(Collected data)
+++
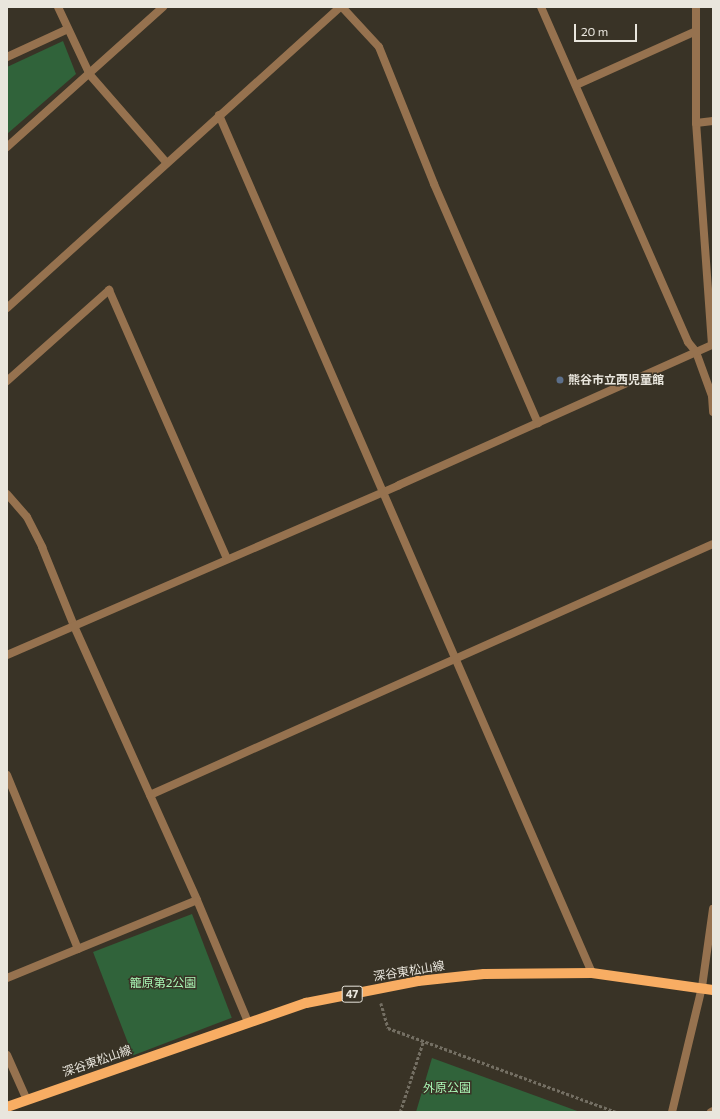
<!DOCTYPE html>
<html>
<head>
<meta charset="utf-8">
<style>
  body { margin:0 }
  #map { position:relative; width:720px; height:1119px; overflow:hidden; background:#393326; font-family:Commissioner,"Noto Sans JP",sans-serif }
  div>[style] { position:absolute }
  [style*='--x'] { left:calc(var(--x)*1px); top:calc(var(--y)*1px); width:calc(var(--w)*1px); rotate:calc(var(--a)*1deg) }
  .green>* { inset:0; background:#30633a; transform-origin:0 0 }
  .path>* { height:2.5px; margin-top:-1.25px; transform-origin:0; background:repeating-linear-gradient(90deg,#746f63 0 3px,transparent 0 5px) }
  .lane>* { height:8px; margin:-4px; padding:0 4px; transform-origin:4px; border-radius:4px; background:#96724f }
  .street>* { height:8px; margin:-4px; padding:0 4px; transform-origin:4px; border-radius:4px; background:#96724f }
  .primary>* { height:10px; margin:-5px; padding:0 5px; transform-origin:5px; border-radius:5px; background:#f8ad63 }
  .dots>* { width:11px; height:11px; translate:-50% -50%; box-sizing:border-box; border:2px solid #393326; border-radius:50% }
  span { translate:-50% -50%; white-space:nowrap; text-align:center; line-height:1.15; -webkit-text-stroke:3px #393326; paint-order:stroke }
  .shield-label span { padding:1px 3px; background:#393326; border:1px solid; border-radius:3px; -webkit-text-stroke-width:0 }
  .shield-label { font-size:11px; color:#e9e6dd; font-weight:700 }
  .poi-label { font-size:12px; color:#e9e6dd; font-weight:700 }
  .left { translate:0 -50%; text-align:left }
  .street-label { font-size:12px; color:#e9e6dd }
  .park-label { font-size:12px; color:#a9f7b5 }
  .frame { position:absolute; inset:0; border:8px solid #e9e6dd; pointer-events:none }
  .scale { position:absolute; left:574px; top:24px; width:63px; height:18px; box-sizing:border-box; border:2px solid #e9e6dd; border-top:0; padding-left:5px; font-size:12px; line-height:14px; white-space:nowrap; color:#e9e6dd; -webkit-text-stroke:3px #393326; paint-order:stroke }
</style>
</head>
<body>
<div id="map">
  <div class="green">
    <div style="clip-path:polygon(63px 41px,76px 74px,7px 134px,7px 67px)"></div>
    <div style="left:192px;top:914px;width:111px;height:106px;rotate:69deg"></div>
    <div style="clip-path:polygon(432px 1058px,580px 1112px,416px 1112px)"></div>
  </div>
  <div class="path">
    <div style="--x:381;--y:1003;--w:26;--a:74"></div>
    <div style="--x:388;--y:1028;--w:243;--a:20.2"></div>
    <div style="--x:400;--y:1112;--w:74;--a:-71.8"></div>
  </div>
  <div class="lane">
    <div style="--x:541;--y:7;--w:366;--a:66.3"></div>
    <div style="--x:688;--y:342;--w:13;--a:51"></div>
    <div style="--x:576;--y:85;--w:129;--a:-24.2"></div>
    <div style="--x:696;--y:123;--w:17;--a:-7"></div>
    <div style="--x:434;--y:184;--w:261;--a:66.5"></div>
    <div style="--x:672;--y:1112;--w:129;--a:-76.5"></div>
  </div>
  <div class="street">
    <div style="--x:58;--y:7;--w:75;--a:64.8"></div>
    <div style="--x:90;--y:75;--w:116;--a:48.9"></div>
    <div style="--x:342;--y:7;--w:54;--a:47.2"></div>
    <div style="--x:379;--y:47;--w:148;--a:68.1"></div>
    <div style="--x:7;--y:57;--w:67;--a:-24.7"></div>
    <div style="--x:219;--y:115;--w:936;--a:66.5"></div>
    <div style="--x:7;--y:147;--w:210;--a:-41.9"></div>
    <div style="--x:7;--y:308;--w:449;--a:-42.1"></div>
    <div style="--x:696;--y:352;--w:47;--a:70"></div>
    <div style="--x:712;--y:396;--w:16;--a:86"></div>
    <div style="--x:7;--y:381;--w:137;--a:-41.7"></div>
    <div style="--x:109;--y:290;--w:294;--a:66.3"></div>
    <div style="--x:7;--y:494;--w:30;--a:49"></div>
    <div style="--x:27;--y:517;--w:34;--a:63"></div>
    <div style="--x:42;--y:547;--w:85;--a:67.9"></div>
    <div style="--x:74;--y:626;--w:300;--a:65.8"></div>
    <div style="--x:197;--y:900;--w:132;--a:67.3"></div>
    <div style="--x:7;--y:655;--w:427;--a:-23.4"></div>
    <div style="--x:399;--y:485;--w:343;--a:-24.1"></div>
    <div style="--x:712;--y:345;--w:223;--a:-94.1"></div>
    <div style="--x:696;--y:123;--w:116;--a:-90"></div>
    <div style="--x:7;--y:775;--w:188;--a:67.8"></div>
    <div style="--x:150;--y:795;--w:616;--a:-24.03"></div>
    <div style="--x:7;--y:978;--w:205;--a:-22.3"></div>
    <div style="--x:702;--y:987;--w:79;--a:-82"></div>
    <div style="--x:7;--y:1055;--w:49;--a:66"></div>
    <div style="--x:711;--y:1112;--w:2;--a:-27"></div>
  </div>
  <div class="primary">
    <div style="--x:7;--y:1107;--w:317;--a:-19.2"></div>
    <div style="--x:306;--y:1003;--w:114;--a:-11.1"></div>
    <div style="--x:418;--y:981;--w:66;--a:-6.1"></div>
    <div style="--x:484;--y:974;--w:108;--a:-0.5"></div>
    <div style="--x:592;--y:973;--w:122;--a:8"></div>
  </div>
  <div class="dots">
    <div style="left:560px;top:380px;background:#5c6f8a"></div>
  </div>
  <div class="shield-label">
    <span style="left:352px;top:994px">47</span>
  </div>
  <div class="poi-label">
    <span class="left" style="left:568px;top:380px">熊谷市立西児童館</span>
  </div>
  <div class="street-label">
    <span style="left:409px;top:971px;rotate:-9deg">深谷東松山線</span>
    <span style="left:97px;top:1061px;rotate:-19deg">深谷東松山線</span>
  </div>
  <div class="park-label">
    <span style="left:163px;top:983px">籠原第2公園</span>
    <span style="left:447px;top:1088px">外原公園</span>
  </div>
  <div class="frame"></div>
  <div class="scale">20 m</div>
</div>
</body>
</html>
+++
__EXERCISE AIM__
Print the data exactly, from its first line to the line containing "height:2.5px; margin-top:-1.25px; transform-origin:0;", both included. Omit the pictures.

__ANSWER TO THIS PROBLEM__
<!DOCTYPE html>
<html>
<head>
<meta charset="utf-8">
<style>
  body { margin:0 }
  #map { position:relative; width:720px; height:1119px; overflow:hidden; background:#393326; font-family:Commissioner,"Noto Sans JP",sans-serif }
  div>[style] { position:absolute }
  [style*='--x'] { left:calc(var(--x)*1px); top:calc(var(--y)*1px); width:calc(var(--w)*1px); rotate:calc(var(--a)*1deg) }
  .green>* { inset:0; background:#30633a; transform-origin:0 0 }
  .path>* { height:2.5px; margin-top:-1.25px; transform-origin:0; background:repeating-linear-gradient(90deg,#746f63 0 3px,transparent 0 5px) }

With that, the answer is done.